We believe that available borrowings under NBP’s Credit Facility and cash provided by operating activities will be sufficient to support its working capital, capital expenditures and debt service requirements for the foreseeable future.  NBP’s ability to generate sufficient cash, however, is subject to certain general economic, financial, industry, legislative, regulatory and other factors beyond its control.  For a review of our obligations that affect liquidity, please see the “Cash Payment Obligations” table in “Item 7. Management’s Discussion and Analysis of Financial Condition and Results of Operations” of our Annual Report on Form 10-K for the fiscal year ended August 28, 2010.

Operating Activities

Net cash provided by operating activities in the twenty-six weeks ended February 26, 2011 was approximately $55.5 million compared to net cash provided by operating activities of approximately $75.3 million in the twenty-six weeks ended February 27, 2010.  The $19.8 million change in operating activities was primarily due to a decrease in working capital changes during the period.  The working capital changes were primarily related to an increase in cash paid in fiscal year 2011 for bonuses earned in fiscal year 2010 and an increase in cash collateral posted on derivatives liabilities.  These decreases are partially offset by an increase in net income of approximately $23.6 million during the twenty-six weeks ended February 26, 2011 as compared to the twenty-six weeks ended February 27, 2010. 

Investing Activities

Net cash used in investing activities was approximately $30.0 million in the twenty-six weeks ended February 26, 2011 compared to approximately $17.3 million in the twenty-six weeks ended February 27, 2010.  This increase in cash used was primarily attributable to an approximate $13.7 million increase in expenditures for property, plant and equipment during the twenty-six weeks ended February 26, 2011 as compared to the twenty-six weeks ended February 27, 2010.

Financing Activities

Net cash used in financing activities was approximately $10.3 million during the twenty-six weeks ended February 26, 2011 compared to approximately $51.4 million during the twenty-six weeks ended February 27, 2010.  The change was primarily attributed to additional $100.0 million of borrowings on the term loan during the twenty-six weeks ended February 26, 2011 compared to the prior year period.  In addition, the remaining $66.9 million was purchased and cancelled on NBP’s senior notes during the twenty-six weeks ended February 27, 2010.  These increases in cash provided by financing activities were partially offset by an additional $139.7 million in member distributions made during the twenty-six weeks ended February 26, 2011 compared to the twenty-six weeks ended February 27, 2010. 

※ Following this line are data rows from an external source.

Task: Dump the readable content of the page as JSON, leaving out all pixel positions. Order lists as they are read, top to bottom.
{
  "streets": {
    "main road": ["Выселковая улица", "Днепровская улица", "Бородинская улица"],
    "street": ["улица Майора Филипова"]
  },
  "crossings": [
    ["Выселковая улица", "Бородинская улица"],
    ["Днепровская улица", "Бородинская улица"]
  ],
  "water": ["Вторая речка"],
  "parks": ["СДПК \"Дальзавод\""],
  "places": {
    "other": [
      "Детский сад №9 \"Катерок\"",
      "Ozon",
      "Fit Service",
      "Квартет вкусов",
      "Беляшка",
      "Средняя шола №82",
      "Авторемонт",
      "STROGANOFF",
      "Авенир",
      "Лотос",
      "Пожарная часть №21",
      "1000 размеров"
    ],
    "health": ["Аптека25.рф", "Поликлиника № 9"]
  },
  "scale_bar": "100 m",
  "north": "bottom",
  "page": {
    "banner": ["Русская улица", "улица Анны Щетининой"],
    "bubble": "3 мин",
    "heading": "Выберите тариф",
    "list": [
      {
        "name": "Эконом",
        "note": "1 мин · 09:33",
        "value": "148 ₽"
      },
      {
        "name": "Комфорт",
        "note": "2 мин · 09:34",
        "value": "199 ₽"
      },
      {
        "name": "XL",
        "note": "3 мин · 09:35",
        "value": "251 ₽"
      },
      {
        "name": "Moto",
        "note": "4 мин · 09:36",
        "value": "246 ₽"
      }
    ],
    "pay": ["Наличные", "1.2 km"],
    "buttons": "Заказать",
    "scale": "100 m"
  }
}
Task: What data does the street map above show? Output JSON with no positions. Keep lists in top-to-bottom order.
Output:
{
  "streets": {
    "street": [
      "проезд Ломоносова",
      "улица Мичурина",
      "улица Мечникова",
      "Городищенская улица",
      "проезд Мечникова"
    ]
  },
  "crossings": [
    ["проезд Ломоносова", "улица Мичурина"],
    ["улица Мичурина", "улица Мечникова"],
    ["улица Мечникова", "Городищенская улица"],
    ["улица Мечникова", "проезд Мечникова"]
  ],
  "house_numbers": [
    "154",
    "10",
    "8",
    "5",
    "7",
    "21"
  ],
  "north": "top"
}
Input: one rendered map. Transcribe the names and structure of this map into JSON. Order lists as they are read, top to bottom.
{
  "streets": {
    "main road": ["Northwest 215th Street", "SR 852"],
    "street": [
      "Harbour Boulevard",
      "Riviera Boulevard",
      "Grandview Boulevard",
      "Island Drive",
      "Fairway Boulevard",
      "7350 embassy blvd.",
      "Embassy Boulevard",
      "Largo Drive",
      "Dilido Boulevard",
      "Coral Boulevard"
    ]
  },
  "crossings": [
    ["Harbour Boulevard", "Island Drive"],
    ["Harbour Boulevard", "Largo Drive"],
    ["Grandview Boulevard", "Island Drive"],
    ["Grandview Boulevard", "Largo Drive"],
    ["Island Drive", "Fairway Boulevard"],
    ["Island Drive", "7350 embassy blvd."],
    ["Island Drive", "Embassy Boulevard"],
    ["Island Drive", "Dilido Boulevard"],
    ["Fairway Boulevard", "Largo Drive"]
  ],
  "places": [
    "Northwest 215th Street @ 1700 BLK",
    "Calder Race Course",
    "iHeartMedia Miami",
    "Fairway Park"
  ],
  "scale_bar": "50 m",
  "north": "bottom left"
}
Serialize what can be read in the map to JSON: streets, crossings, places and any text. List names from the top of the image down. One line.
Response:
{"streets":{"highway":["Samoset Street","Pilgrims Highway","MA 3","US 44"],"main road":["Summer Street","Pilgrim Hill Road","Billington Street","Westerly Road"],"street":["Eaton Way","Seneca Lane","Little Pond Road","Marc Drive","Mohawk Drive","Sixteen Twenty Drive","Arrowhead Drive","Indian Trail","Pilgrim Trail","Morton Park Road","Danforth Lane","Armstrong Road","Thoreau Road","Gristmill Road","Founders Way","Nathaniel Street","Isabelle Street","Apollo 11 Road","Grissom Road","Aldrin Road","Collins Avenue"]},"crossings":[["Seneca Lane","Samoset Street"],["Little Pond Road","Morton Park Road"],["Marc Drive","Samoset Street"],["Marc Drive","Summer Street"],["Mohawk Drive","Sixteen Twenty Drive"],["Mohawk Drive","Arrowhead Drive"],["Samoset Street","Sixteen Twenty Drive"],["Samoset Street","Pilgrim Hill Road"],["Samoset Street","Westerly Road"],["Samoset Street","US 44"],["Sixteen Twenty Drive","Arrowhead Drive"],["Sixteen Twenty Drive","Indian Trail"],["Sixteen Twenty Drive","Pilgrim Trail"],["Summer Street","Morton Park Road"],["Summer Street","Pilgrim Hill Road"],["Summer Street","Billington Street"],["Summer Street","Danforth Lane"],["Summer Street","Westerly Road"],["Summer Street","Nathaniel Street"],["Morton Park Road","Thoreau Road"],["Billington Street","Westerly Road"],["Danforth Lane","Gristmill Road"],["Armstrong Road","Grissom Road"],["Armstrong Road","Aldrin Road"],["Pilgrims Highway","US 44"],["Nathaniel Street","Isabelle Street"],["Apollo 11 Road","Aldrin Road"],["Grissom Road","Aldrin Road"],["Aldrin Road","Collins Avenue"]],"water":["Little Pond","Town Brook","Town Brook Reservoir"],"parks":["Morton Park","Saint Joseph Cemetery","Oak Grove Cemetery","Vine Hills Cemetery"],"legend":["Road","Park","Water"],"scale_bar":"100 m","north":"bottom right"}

Amended and Restated Senior Credit Facility

Effective as of June 4, 2010, NBP’s Credit Facility was amended and restated to: (1) increase the borrowings under the Credit Facility by providing for a term loan facility of up to $375 million and a revolving line of credit of up to $250 million; (2) reduce the applicable margin on the rates of interest of the term loan and revolving line of credit; (3) revise the payment schedule of the term loan; (4) extend the maturity date of the Credit Facility to June 4, 2015; (5) remove limitations on capital expenditures; (6) add new financial covenants regarding adjusted net worth and a fixed charge coverage ratio; and (7) add two wholly owned subsidiaries, National Beef California, LP and National Carriers, Inc., as loan parties and guarantors. The lender financing charges for the amended and restated Credit Facility of approximately $4.7 million are being amortized over the life of the loan.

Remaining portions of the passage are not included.